What to work on » Every word of every entry must be retyped exactly.

--- Dataset records ---

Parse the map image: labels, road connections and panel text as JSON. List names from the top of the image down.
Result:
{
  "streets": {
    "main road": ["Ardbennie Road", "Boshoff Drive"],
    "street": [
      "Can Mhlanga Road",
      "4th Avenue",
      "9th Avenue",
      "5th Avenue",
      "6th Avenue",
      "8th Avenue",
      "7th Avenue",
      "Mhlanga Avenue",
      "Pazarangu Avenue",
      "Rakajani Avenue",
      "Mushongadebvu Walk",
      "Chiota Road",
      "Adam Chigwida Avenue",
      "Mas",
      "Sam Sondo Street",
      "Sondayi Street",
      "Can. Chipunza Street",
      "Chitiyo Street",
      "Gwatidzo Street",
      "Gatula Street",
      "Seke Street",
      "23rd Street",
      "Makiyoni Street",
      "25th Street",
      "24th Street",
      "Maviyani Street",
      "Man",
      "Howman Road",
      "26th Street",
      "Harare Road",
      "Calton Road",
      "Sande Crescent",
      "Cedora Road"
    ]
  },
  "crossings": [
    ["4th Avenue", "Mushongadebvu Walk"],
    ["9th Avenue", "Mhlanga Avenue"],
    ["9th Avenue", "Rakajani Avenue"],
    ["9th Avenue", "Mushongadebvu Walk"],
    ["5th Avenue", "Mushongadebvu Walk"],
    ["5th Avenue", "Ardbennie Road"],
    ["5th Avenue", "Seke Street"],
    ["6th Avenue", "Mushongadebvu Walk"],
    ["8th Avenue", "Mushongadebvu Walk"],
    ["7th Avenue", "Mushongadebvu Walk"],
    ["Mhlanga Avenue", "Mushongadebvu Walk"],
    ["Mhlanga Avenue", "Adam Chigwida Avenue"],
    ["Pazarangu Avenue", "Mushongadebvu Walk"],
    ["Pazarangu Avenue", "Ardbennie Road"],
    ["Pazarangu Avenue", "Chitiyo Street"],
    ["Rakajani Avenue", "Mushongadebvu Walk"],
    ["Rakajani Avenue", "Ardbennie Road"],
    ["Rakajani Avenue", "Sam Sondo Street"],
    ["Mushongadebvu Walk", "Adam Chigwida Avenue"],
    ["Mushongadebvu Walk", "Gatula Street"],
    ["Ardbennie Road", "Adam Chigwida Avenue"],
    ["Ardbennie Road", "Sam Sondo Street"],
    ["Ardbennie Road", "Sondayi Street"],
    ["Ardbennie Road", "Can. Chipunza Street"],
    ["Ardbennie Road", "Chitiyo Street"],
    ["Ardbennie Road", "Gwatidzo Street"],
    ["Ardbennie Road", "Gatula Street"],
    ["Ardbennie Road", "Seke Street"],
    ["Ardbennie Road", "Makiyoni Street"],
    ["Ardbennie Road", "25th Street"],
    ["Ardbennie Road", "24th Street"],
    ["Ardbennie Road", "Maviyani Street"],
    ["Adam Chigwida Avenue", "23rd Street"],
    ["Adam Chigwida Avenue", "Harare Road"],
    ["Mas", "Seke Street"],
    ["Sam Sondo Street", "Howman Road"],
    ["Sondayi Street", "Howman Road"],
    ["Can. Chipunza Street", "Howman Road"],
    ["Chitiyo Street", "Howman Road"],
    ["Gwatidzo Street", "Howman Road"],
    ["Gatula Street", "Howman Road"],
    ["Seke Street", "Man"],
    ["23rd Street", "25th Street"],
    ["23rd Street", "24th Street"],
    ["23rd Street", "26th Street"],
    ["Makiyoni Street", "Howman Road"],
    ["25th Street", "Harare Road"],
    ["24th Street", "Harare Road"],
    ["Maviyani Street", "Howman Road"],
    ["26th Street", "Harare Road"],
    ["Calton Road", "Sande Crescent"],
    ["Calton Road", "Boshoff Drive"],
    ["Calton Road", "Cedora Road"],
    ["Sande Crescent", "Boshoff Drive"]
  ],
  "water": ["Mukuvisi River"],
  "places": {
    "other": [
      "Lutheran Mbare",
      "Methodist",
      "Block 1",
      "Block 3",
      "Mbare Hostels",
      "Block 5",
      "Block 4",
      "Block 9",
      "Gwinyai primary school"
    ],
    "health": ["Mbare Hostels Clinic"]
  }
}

---

Response to this exercise »
Parse the map image: labels, road connections and panel text as JSON. List names from the top of the image down.
Result:
{
  "streets": {
    "main road": ["Ardbennie Road", "Boshoff Drive"],
    "street": [
      "Can Mhlanga Road",
      "4th Avenue",
      "9th Avenue",
      "5th Avenue",
      "6th Avenue",
      "8th Avenue",
      "7th Avenue",
      "Mhlanga Avenue",
      "Pazarangu Avenue",
      "Rakajani Avenue",
      "Mushongadebvu Walk",
      "Chiota Road",
      "Adam Chigwida Avenue",
      "Mas",
      "Sam Sondo Street",
      "Sondayi Street",
      "Can. Chipunza Street",
      "Chitiyo Street",
      "Gwatidzo Street",
      "Gatula Street",
      "Seke Street",
      "23rd Street",
      "Makiyoni Street",
      "25th Street",
      "24th Street",
      "Maviyani Street",
      "Man",
      "Howman Road",
      "26th Street",
      "Harare Road",
      "Calton Road",
      "Sande Crescent",
      "Cedora Road"
    ]
  },
  "crossings": [
    ["4th Avenue", "Mushongadebvu Walk"],
    ["9th Avenue", "Mhlanga Avenue"],
    ["9th Avenue", "Rakajani Avenue"],
    ["9th Avenue", "Mushongadebvu Walk"],
    ["5th Avenue", "Mushongadebvu Walk"],
    ["5th Avenue", "Ardbennie Road"],
    ["5th Avenue", "Seke Street"],
    ["6th Avenue", "Mushongadebvu Walk"],
    ["8th Avenue", "Mushongadebvu Walk"],
    ["7th Avenue", "Mushongadebvu Walk"],
    ["Mhlanga Avenue", "Mushongadebvu Walk"],
    ["Mhlanga Avenue", "Adam Chigwida Avenue"],
    ["Pazarangu Avenue", "Mushongadebvu Walk"],
    ["Pazarangu Avenue", "Ardbennie Road"],
    ["Pazarangu Avenue", "Chitiyo Street"],
    ["Rakajani Avenue", "Mushongadebvu Walk"],
    ["Rakajani Avenue", "Ardbennie Road"],
    ["Rakajani Avenue", "Sam Sondo Street"],
    ["Mushongadebvu Walk", "Adam Chigwida Avenue"],
    ["Mushongadebvu Walk", "Gatula Street"],
    ["Ardbennie Road", "Adam Chigwida Avenue"],
    ["Ardbennie Road", "Sam Sondo Street"],
    ["Ardbennie Road", "Sondayi Street"],
    ["Ardbennie Road", "Can. Chipunza Street"],
    ["Ardbennie Road", "Chitiyo Street"],
    ["Ardbennie Road", "Gwatidzo Street"],
    ["Ardbennie Road", "Gatula Street"],
    ["Ardbennie Road", "Seke Street"],
    ["Ardbennie Road", "Makiyoni Street"],
    ["Ardbennie Road", "25th Street"],
    ["Ardbennie Road", "24th Street"],
    ["Ardbennie Road", "Maviyani Street"],
    ["Adam Chigwida Avenue", "23rd Street"],
    ["Adam Chigwida Avenue", "Harare Road"],
    ["Mas", "Seke Street"],
    ["Sam Sondo Street", "Howman Road"],
    ["Sondayi Street", "Howman Road"],
    ["Can. Chipunza Street", "Howman Road"],
    ["Chitiyo Street", "Howman Road"],
    ["Gwatidzo Street", "Howman Road"],
    ["Gatula Street", "Howman Road"],
    ["Seke Street", "Man"],
    ["23rd Street", "25th Street"],
    ["23rd Street", "24th Street"],
    ["23rd Street", "26th Street"],
    ["Makiyoni Street", "Howman Road"],
    ["25th Street", "Harare Road"],
    ["24th Street", "Harare Road"],
    ["Maviyani Street", "Howman Road"],
    ["26th Street", "Harare Road"],
    ["Calton Road", "Sande Crescent"],
    ["Calton Road", "Boshoff Drive"],
    ["Calton Road", "Cedora Road"],
    ["Sande Crescent", "Boshoff Drive"]
  ],
  "water": ["Mukuvisi River"],
  "places": {
    "other": [
      "Lutheran Mbare",
      "Methodist",
      "Block 1",
      "Block 3",
      "Mbare Hostels",
      "Block 5",
      "Block 4",
      "Block 9",
      "Gwinyai primary school"
    ],
    "health": ["Mbare Hostels Clinic"]
  }
}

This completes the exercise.